Rétrospectivement, lors du conflit Iran-Israël de juin 2025, les prix du pétrole et du gaz avaient connu une flambée aussi soudaine que temporaire, avant de refluer symétriquement à l’apaisement des tensions, montrant que sans perturbation réelle de la chaîne d’approvisionnement, la prime de risque géopolitique pure reste difficile à maintenir. L’analyse de l’impact du conflit actuel doit donc distinguer « interruption effective de l’offre » et « prime de risque fondée sur les anticipations ».

Analyse de l’impact sectoriel

L’impact potentiel de cet événement sur l’industrie crypto peut être envisagé à deux niveaux :

Niveau macroéconomique : si les tensions géopolitiques continuent de soutenir la hausse du pétrole et d’ancrer l’inflation, la Réserve fédérale pourrait être contrainte de prolonger son cycle de resserrement, ce qui pèserait sur la liquidité de l’ensemble des actifs risqués, cryptomonnaies comprises. À l’inverse, le risque géopolitique pourrait aussi accélérer la recherche de valeurs refuges hors de portée des souverains, renforçant la logique d’allocation à long terme du Bitcoin.

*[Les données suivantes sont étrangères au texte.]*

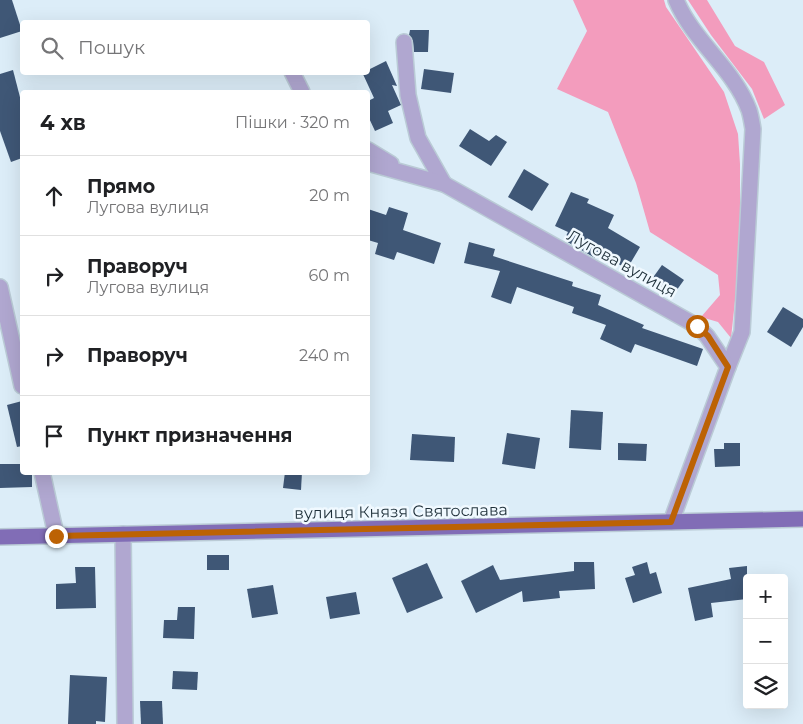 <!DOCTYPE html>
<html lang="uk">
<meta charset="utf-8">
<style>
body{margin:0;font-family:Montserrat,sans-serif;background:#f2f2f2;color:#202124}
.controls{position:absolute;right:15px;bottom:15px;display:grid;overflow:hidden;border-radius:5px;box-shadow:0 5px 20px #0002}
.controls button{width:45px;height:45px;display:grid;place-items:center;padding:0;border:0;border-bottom:1px solid #e0e0e0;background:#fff;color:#202124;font:25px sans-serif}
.stop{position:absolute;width:15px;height:15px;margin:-11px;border:4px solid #bc6204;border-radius:50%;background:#fff}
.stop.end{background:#bc6204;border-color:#fff;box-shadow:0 1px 5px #0008}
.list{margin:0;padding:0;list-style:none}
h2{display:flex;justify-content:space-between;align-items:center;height:65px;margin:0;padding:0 20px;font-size:21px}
h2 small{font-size:16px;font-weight:400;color:#757577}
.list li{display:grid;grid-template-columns:32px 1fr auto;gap:15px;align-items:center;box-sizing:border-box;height:80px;padding:0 20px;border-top:1px solid #e0e0e0}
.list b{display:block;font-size:19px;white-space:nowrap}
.list p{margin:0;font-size:16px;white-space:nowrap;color:#757577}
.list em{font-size:16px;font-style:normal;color:#757577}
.icon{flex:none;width:28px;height:28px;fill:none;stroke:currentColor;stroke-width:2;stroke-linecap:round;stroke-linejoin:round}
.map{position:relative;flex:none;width:803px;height:724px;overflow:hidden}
.search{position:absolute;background:#fff;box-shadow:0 5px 20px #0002;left:20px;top:20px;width:350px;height:55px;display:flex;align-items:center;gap:12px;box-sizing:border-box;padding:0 18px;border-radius:5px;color:#757577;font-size:19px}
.panel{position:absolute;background:#fff;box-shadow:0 5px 20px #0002;left:20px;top:90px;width:350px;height:385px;border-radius:5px}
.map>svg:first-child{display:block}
</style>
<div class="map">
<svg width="803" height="724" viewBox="0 0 803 724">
<rect width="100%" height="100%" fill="#dcedf8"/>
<!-- green -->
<g fill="#f39cbd">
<polygon points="573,0 664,0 666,7 724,92 738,134 740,164 740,254 731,338 718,322 701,317 720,295 718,275 650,232 636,183 608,112 557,89 587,31"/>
<polygon points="688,0 707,0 735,46 764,62 785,105 764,119 752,89 711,35"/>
</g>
<!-- building -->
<g fill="#3f5776">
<polygon points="0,0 12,0 22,31 0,38"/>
<polygon points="410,30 429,30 428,52 414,52 413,41 409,35"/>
<polygon points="386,61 397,86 392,85 401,105 388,111 393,123 375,131 368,116 368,101 374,98 362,72 368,72 368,70"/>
<polygon points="424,69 454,73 451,93 421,89"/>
<polygon points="13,70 22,105 22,158 11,162 0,131 0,74"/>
<polygon points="470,129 489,141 496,135 507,142 491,166 459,146"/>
<polygon points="524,169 549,184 532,211 508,197"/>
<polygon points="571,192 589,199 587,203 614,215 608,228 640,247 627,269 598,252 595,258 564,240 568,232 555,226"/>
<polygon points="389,207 408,213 403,230 441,243 434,264 397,252 394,260 375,254 378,243 368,240 368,209 386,215"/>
<polygon points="469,242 495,249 493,256 573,282 572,286 601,295 598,305 644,325 642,328 703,349 697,366 635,344 631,353 600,339 606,325 572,313 574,307 517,287 511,304 491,297 500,271 464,263"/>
<polygon points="662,265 684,280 671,298 649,283"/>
<polygon points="783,307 803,319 803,327 791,347 767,332"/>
<polygon points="22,401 22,446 17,447 7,405"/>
<polygon points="571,410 603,412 601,450 569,448"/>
<polygon points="507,433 540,438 535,469 502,464"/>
<polygon points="412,434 455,437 454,462 410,460"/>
<polygon points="618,443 647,444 646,461 618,460"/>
<polygon points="724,443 740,443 740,466 715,467 714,449 724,449"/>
<polygon points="0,464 22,464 22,472 32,472 32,487 0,488"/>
<polygon points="285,472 302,472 301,490 283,488"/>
<rect x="207" y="555" width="22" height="15"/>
<polygon points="574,562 594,562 595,589 559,591 560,598 523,602 522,591 476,613 461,581 493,565 500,580 574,571"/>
<polygon points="647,562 650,574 656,572 662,593 633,603 625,578 635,575 632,567"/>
<polygon points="427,563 443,598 407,613 392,578"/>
<polygon points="747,566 747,599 711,603 713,617 695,621 688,588 731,579 729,568"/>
<polygon points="75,567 95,567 96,608 56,609 56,584 76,583"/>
<polygon points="273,585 278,614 252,618 247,589"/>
<polygon points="356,592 360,614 330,619 326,597"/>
<polygon points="178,607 195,607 194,639 163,638 164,620 177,620"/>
<polygon points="173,671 198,672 197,690 172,689"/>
<polygon points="70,675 107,677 105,722 96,721 96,724 68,724"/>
<polygon points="140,701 162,701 163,724 141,724"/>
</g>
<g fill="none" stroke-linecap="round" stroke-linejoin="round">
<!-- minor casing -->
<g stroke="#bacbd6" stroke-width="18">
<g id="minor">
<path d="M676,0c17,41 58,69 73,110 2,6 3,13 4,19l-11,203 -14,35"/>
<polyline points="404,42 408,95 418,138 444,184"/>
<polyline points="292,72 302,92"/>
<polyline points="368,150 391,164"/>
<polyline points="368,163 444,184 697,326 707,336 728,367 671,522"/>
<polyline points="0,287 22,386"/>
<polyline points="42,472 56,535"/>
<polyline points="123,534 125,724"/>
</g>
</g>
<!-- major casing -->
<g stroke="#bacbd6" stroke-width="18">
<polyline id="major" points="0,537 803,519"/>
</g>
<!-- minor -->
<use href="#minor" stroke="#b0a7d0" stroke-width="15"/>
<!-- major -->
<use href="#major" stroke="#816db6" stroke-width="15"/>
</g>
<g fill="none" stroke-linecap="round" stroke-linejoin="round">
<!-- route -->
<polyline stroke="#bc6204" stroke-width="6" points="56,536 671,522 728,367 708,336 697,326"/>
</g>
<g text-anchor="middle" stroke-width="5" stroke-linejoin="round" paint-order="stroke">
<!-- street labels -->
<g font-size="16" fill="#1f303a" stroke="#f0f9ff">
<text transform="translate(622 263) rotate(29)" y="6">Лугова вулиця</text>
<text transform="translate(401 511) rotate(-1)" y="6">вулиця Князя Святослава</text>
</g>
</g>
</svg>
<div class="controls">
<button>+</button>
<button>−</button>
<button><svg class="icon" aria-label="layers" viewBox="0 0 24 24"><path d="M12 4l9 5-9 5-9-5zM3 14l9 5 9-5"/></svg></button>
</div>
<div class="stop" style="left:697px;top:326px"></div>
<div class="stop end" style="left:56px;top:536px"></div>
<div class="search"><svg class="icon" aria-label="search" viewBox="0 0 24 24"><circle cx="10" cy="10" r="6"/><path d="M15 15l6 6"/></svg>Пошук</div>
<section class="panel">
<h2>4 хв<small>Пішки · 320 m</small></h2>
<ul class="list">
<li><svg class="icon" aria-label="ahead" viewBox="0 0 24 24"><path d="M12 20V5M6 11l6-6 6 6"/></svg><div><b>Прямо</b><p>Лугова вулиця</p></div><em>20 m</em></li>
<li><svg class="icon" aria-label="right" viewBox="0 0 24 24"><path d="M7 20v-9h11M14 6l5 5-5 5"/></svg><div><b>Праворуч</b><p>Лугова вулиця</p></div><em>60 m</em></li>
<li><svg class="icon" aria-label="right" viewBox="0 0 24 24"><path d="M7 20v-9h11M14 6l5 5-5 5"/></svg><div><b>Праворуч</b></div><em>240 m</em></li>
<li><svg class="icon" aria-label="arrive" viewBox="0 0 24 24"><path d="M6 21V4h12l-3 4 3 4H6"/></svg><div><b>Пункт призначення</b></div></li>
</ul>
</section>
</div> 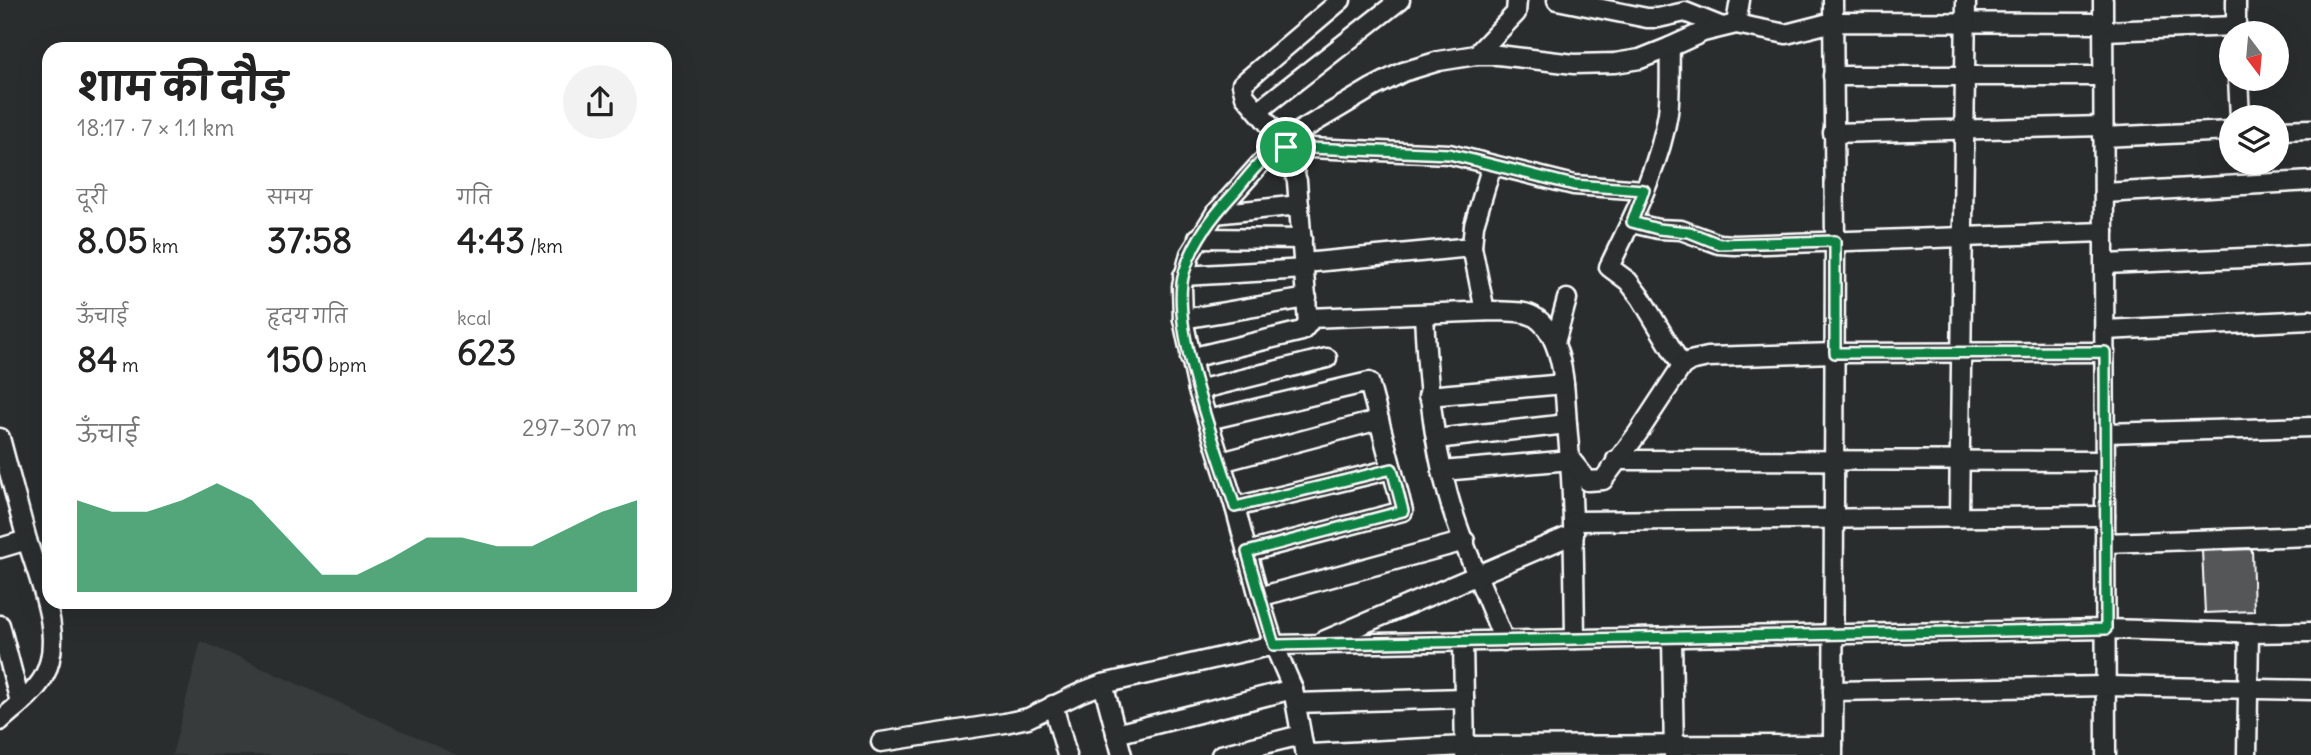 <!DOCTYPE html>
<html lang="hi">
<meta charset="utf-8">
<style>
body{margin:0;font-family:Delius,"Playpen Sans Deva",sans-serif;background:#f2f2f2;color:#222;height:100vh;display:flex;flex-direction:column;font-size:26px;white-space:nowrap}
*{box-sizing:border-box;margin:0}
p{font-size:23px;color:#767676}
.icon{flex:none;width:38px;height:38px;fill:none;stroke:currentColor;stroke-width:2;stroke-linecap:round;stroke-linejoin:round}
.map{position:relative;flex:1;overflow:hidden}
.sheet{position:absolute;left:42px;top:42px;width:630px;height:567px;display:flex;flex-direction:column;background:#fff;border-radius:21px;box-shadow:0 7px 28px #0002}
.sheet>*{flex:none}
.needle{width:46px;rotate:164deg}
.fabs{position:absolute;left:2219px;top:21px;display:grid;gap:14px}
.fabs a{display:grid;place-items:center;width:70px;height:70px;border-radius:50%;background:#fff;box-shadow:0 7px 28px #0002;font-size:35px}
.pin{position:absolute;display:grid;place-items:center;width:60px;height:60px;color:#fff;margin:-30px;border:4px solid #fff;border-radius:50%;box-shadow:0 2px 7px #0007}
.round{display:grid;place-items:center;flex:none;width:74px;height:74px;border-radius:37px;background:#f2f2f2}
.head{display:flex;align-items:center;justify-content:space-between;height:119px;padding:0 35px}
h1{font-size:38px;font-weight:700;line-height:52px}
.stats{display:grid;grid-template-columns:repeat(3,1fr);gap:10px;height:119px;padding:7px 35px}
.stats div{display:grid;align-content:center}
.stats b{font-size:35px;font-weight:700}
.stats small{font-size:19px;font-weight:400}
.stats p{font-size:19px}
.chart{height:196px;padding:14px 35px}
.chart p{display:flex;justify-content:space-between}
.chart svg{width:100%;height:126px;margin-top:7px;fill:#0b8043;opacity:.7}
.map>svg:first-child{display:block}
.built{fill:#373a3b}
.building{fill:#555758;stroke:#fff;stroke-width:2}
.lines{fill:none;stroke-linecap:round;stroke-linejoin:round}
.street-casing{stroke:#fff;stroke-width:23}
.street{stroke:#2a2d2e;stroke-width:18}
.route-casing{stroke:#fff;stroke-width:14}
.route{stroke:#0b8043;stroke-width:9}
</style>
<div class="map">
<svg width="2311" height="755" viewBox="0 0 2311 755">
<rect width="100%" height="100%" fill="#2a2d2e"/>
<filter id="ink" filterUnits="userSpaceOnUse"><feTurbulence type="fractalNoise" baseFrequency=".0143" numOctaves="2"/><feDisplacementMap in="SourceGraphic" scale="14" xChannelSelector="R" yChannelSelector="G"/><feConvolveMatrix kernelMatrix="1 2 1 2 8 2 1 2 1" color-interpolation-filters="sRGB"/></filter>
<g filter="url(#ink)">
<path class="built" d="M201,641L457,755H172Z"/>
<path class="building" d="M2252,549L2254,611L2205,613L2202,551Z"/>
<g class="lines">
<g class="street-casing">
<g id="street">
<path d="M1557,0L1647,18H1658L1685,12L1720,26"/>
<path d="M2103,0L2106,755"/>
<path d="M2236,0V33"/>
<path d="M1736,24L1740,0"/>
<path d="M2104,31L2236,26"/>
<path d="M1670,47C1669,69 1671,92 1668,113C1660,166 1632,219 1609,267L1628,281L1641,298L1682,366"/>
<path d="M1476,55L1516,13L1517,0"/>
<path d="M1833,76H2103"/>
<path d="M2238,79L2240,117"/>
<path d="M1258,111L1400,0"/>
<path d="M2277,130L2311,129"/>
<path d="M1833,133L2103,126"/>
<path d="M2103,137L2231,131"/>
<path d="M1283,141L1372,88L1403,72L1439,61L1476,55H1498L1574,64L1615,63L1640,59L1670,47L1703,32L1736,24L1786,34L1833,22L2103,23"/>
<path d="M1644,190L1574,185L1449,154L1286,147L1270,153L1215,214L1190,254L1182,286L1183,319L1198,390L1235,507L1259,597L1274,645L1293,689L1304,750L1311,754L1465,746L1833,745"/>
<path d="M2104,193L2311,181"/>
<path d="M1215,214L1299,205"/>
<path d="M1632,223L1658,229L1681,230L1719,244L1735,245L2104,232"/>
<path d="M1198,238L1302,239"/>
<path d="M1304,263L1472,247"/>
<path d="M2105,264L2311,255"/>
<path d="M1183,276L1305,269"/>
<path d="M1485,311L1472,247L1474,225L1492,165"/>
<path d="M1424,315C1427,376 1432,436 1448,495C1461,543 1486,594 1504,641"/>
<path d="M1308,318L1494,311C1507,312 1525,310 1536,318C1544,323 1552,335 1555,344C1565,369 1565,397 1567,424C1574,495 1574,567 1575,639"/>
<path d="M1183,319L1307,298"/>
<path d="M2105,330L2311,320"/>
<path d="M1555,343L1567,299"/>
<path d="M1190,358L1302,331L1308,324L1297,181L1283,141L1245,96L1242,84L1341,0"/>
<path d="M1198,390L1327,358"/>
<path d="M1428,396L1564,384"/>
<path d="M1208,420L1369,382L1403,511L1247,552"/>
<path d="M2105,433L2311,427"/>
<path d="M0,438L27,540L0,548"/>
<path d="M1436,439L1567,424"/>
<path d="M1616,460L2105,461"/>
<path d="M1221,462L1379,420"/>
<path d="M1442,471L1571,460L1588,481L1603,480L1638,433L1682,366L1690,361L1708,357L1835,353L2105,352"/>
<path d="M1235,507L1392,469"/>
<path d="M1959,516L1966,0"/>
<path d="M1574,521L2105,516"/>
<path d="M2105,543L2311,536"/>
<path d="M1259,597L1465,541"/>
<path d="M0,625L20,702"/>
<path d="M1672,637L1674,755"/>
<path d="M1323,641L1574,534"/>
<path d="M1463,642L1465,755"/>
<path d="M1833,691L2106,686L2311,690"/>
<path d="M1296,703L1464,698"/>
<path d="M1053,705L1067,755"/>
<path d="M0,721C14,708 33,695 43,678C66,638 39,581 27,540"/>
<path d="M1116,734L1293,689"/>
<path d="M881,742L1005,723L1028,718L1082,692L1103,684"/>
<path d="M1122,755L1103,684L1274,645L2106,629L2249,633L2311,632"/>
<path d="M1221,755L1301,735"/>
<path d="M1833,755L1835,241L1833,0"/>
<path d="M2247,755L2249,633"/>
</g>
</g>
<use href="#street" class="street"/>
</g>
</g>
<g class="lines" filter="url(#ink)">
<g class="route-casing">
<path id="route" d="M1286,147L1449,154L1574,185L1644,190L1632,222L1658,229L1689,232L1719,244L1835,241V353L2105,352L2106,629L1274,645L1247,552L1403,511L1392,469L1235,507C1218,451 1169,327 1184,273C1193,241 1213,216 1235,192C1249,176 1264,152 1286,147Z"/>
</g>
<use href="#route" class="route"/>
</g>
</svg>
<div class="fabs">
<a><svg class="needle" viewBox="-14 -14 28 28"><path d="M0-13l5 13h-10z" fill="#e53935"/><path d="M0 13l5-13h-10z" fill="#767676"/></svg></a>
<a><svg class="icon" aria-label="layers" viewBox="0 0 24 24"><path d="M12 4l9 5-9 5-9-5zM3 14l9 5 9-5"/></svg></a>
</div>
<div class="pin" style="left:1286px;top:147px;background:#1e9e55"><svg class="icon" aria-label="arrive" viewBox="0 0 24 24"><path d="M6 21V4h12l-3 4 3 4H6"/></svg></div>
<section class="sheet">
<div class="head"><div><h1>शाम की दौड़</h1><p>18:17 · 7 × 1.1 km</p></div><a class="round"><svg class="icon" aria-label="share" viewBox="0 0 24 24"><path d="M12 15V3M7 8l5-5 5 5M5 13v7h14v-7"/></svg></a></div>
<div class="stats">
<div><p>दूरी</p><b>8.05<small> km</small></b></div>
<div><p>समय</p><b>37:58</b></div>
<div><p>गति</p><b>4:43<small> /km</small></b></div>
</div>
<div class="stats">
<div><p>ऊँचाई</p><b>84<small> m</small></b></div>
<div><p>हृदय गति</p><b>150<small> bpm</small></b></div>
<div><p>kcal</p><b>623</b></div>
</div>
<div class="chart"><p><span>ऊँचाई</span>297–307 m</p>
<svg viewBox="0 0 160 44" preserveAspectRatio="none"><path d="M0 44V12L10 16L20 16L30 12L40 6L50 12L60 25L70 38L80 38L90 32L100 25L110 25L120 28L130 28L140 22L150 16L160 12V44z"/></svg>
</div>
</section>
</div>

Niveau structurel de marché : l’événement a mis en lumière le rôle du marché crypto comme « place de cotation 24/7 » pour la découverte des prix. Lors de la fermeture des marchés traditionnels, les volumes échangés sur les contrats perpétuels crypto adossés au pétrole et à l’or ont bondi, faisant des marchés crypto une plateforme de couverture de premier plan. Cette dynamique pourrait inciter davantage d’institutions à reconnaître la valeur de liquidité et l’utilité de couverture des marchés crypto.

Analyse de scénarios : quelles perspectives ?

Dans le contexte actuel, trois scénarios peuvent être envisagés :

Scénario 1 : Conflit limité (le plus probable)

Le conflit reste contenu, sans impact sur le détroit d’Ormuz ni sur les producteurs voisins. Le prix du pétrole flambe brièvement avant de refluer avec la dissipation de la prime de risque ; l’or reste volatil à des niveaux élevés, tiraillé entre demande refuge et anticipations de marché ; le Bitcoin retrouve sa logique macroéconomique, avec une volatilité progressivement décroissante.

Scénario 2 : Escalade (probabilité modérée)

Les combats s’étendent au Liban, à la mer Rouge et à d’autres zones, perturbant le trafic maritime du détroit d’Ormuz et tendant l’offre d’énergie. Le pétrole pourrait dépasser les 100 $ le baril, tandis que l’or progresserait sur la double demande de valeur refuge et de couverture contre l’inflation. Le Bitcoin serait confronté à une situation ambivalente : il pourrait profiter de flux refuge, mais si l’inflation dérape et entraîne un durcissement monétaire inattendu, il subirait une pression sur sa valorisation.

Scénario 3 : Confrontation généralisée (probabilité faible)

L’Iran bloque le détroit d’Ormuz, et un affrontement direct éclate entre les États-Unis et l’Iran. Le pétrole pourrait s’envoler entre 120 et 150 $ le baril, l’or s’imposer comme « refuge ultime » et viser de nouveaux sommets historiques. L’évolution du Bitcoin dans ce scénario demeure très incertaine : il pourrait bénéficier d’une crise de confiance dans les monnaies fiduciaires, mais aussi subir des ventes massives en cas de raréfaction globale de la liquidité.

Conclusion

L’examen de l’impact de la crise iranienne sur les marchés montre que le prix du pétrole reste ancré dans la logique de « l’offre », l’or dans celle de la « valeur refuge et de l’inflation », tandis que la valorisation du Bitcoin demeure à l’intersection de la liquidité macroéconomique et des narratifs d’actifs émergents. L’articulation et la divergence de ces trois classes d’actifs traduisent fondamentalement la manière dont différentes caractéristiques financières réagissent structurellement à un même événement géopolitique. Pour les investisseurs, il est essentiel de dépasser les émotions de court terme et de distinguer « faits, opinions et spéculations » afin de naviguer dans la volatilité et de saisir la logique sous-jacente.